(Beginning of PROVIDED RECORDS)

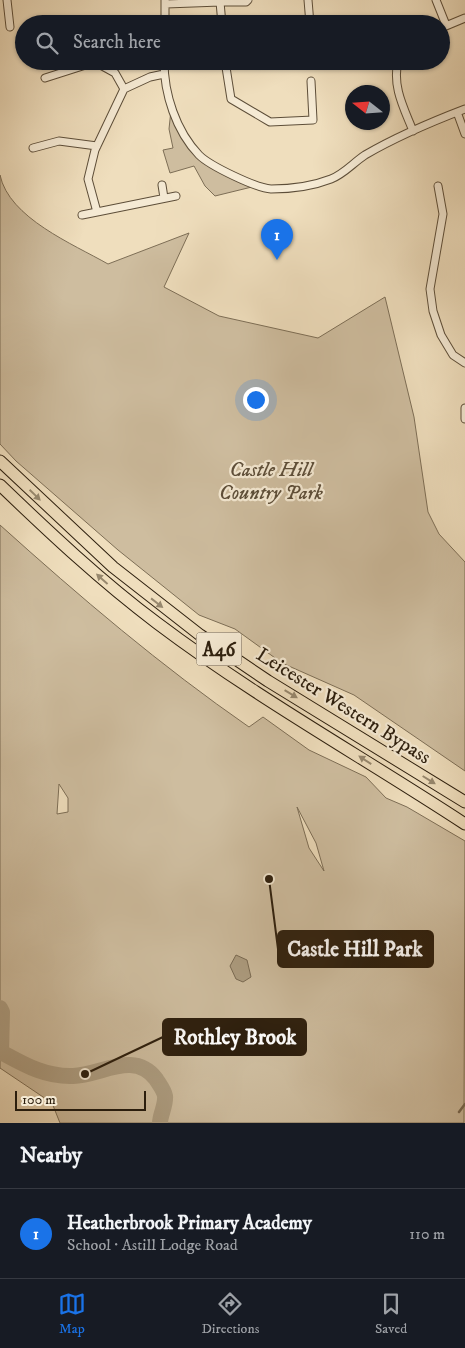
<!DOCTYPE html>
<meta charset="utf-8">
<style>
:root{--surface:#171b24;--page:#242831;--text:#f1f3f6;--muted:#9ea1a6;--line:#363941;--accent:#1a73e8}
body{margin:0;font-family:"IM FELL DW Pica",serif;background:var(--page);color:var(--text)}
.compass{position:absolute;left:345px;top:85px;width:45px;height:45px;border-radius:50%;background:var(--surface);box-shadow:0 1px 4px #0004;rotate:287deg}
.scale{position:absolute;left:15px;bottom:12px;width:131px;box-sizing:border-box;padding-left:5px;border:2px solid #2c1e0d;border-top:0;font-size:14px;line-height:18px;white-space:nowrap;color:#2c1e0d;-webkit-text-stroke:4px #f5ead4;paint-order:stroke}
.you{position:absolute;left:255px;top:399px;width:18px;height:18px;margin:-12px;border:4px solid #fff;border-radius:50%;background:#1a73e8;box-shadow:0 0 0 8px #1a73e833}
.badge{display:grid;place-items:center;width:32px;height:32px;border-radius:50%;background:var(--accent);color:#fff;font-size:16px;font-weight:700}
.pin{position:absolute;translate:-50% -41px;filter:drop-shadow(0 1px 2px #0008)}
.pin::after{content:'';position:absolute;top:26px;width:18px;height:15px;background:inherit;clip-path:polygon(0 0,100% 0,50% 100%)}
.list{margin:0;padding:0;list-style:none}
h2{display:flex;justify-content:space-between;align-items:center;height:65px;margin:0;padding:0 20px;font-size:21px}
h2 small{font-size:16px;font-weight:400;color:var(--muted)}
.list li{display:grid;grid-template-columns:32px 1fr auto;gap:15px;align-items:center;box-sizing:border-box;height:90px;padding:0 20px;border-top:1px solid var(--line)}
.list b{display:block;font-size:19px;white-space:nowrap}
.list p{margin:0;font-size:16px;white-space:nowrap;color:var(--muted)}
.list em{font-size:16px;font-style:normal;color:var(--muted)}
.icon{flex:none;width:28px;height:28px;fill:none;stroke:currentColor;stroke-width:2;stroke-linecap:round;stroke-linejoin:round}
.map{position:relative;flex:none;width:465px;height:1123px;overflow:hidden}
.search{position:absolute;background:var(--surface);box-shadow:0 1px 4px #0004;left:15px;right:15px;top:15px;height:55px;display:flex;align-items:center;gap:12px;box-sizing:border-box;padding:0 18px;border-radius:28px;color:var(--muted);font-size:19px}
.sheet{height:155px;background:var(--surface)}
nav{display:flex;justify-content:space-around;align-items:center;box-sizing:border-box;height:70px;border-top:1px solid var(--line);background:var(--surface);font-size:14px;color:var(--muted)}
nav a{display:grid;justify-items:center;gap:2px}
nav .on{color:var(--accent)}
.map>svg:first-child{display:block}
</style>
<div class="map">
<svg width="465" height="1123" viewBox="0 0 465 1123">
<rect width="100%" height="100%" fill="#efdebd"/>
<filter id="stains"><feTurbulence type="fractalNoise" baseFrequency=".004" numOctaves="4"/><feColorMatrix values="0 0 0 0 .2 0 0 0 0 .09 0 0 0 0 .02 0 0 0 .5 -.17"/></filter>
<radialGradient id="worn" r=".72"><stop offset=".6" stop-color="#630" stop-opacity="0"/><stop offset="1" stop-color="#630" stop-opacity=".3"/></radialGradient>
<path fill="#cebd9f" stroke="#7d6e56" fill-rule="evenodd" d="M 171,110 L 200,157 L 260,185 L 215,196 L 205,186 L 194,166 L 170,173 L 163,150 L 173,148 L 169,129 Z
M 0,175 C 9,218 73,244 108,264 L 189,233 L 164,287 L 219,316 L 318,338 L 385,297 L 414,417 L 428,512 L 439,534 L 465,562 L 465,771 L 354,695 L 282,663 L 235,629 L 199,615 L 118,550 L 16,461 L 0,444 Z
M 0,525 C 80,597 161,666 249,727 L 263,717 L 309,750 L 366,777 L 386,798 L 407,807 L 465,841 L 464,1123 L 60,1123 L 52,1103 L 0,1068 ZM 59,784 L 68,798 L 68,812 L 57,814 ZM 297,807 L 316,843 L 324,871 L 309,848 ZM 139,1061 L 154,1067 L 169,1089 L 163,1091 C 142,1051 120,1067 85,1074 C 73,1077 58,1075 46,1073 L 79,1072 L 102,1065 Z"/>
<path fill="#ad9d81" stroke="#796a53" d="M 236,955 L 247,960 L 251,977 L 243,982 L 236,979 L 230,966 Z"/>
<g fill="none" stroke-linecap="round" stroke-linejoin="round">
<path stroke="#796a53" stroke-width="2.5" d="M 459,1112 L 465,1104"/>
<path stroke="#ad9d81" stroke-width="16" d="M 0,1008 L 2,1012 L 1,1052 C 25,1065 45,1077 73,1076 C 102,1075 134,1050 156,1079 C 159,1084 164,1090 165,1096 C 166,1105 160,1115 160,1123"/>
<g stroke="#5d4e39" stroke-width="9">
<path id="minor" d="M 7,0 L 10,27
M 308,0 L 310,24
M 436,0 L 446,25
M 220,2 L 246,2 L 248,0
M 166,4 L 220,2 L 222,24
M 165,24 L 165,0
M 441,28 L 465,18
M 164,61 C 164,94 176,131 199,155 C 210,166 256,188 271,189 C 289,189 313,186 331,179 C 344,174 353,163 365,155 C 396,137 431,122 465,109
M 225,61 L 231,99 L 270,122 L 313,120 L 311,81
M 398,61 C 392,87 404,108 413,131
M 164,74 L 150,77 L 124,89 L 95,150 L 88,179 L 97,212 L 176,196
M 45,78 L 95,62 L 115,73 L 124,89
M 457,112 L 465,134
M 33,148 L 59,141 L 97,146
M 162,185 L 164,198
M 438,186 L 443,214 L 430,289 L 433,311 L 441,335 L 453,355 L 465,363
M 82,215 L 97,212
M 465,408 L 465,419"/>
</g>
<g stroke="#2c1e0d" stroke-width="13">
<path id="trunk" d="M 0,461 L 113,567 L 200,635 L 268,681 L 465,802
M 0,485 C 50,533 101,581 157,623 C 255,697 363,757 465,824"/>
</g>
<use href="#minor" stroke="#f5ead4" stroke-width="7"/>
<use href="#trunk" stroke="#efdebd" stroke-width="11"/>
</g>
<defs><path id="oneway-solid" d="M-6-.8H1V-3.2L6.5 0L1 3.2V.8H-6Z" transform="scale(1.25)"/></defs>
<g fill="#97886e">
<use href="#oneway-solid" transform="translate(35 495) rotate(44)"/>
<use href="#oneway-solid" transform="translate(102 579) rotate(-138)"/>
<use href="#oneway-solid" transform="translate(157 603) rotate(38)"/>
<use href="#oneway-solid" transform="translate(291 694) rotate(31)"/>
<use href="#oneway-solid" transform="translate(365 760) rotate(-147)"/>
<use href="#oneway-solid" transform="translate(429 780) rotate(32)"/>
</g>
<g text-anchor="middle" stroke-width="4.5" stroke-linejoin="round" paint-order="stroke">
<rect fill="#f5ead4" stroke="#685b49" stroke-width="1" x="196.5" y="632.5" width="45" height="33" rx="4"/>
<g font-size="19" font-weight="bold" fill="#2c1e0d">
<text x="219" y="656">A46</text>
</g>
<g font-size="20" font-style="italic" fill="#5d4e39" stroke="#f5ead4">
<text x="271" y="476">Castle Hill<tspan x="271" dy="23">Country Park</tspan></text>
</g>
<g font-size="20" fill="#2c1e0d" stroke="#f5ead4">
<text transform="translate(344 705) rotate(32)" y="7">Leicester Western Bypass</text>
</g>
</g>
<path fill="none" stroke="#2c1e0d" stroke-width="2" d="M269 879L278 949M85 1074L163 1037"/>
<g fill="#2c1e0d" stroke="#f5ead4" stroke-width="2">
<circle cx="269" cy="879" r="5"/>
<circle cx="85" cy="1074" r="5"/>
</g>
<g fill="#2c1e0d" stroke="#2c1e0d" stroke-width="2">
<rect x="278" y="931" width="155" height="36" rx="5"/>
<rect x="163" y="1019" width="143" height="36" rx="5"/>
</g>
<g font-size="21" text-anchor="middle" font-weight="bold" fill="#fff">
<text x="355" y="956">Castle Hill Park</text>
<text x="235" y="1044">Rothley Brook</text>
</g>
<rect width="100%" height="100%" filter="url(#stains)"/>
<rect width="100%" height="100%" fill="url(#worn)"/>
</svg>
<svg class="compass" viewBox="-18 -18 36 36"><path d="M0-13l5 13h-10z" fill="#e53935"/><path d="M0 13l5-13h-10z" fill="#9ea1a6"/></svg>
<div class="scale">100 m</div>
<div class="you"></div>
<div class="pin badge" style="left:277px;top:260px">1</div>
<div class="search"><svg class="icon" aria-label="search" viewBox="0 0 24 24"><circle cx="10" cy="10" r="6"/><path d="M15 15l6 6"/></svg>Search here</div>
</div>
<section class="sheet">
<h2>Nearby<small></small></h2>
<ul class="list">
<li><span class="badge">1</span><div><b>Heatherbrook Primary Academy</b><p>School · Astill Lodge Road</p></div><em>110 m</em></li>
</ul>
</section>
<nav>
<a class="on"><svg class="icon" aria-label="map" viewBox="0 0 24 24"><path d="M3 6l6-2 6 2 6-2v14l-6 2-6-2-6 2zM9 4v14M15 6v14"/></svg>Map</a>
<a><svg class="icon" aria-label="directions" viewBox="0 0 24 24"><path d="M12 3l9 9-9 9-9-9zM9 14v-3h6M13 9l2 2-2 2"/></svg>Directions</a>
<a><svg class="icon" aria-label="saved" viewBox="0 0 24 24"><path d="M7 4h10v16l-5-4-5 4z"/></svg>Saved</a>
</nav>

(End of PROVIDED RECORDS)

> EXERCISE OBJECTIVE
Gather up every line in the data above that contains the word "compass", copying each one.

> TASK RESULT
.compass{position:absolute;left:345px;top:85px;width:45px;height:45px;border-radius:50%;background:var(--surface);box-shadow:0 1px 4px #0004;rotate:287deg}
<svg class="compass" viewBox="-18 -18 36 36"><path d="M0-13l5 13h-10z" fill="#e53935"/><path d="M0 13l5-13h-10z" fill="#9ea1a6"/></svg>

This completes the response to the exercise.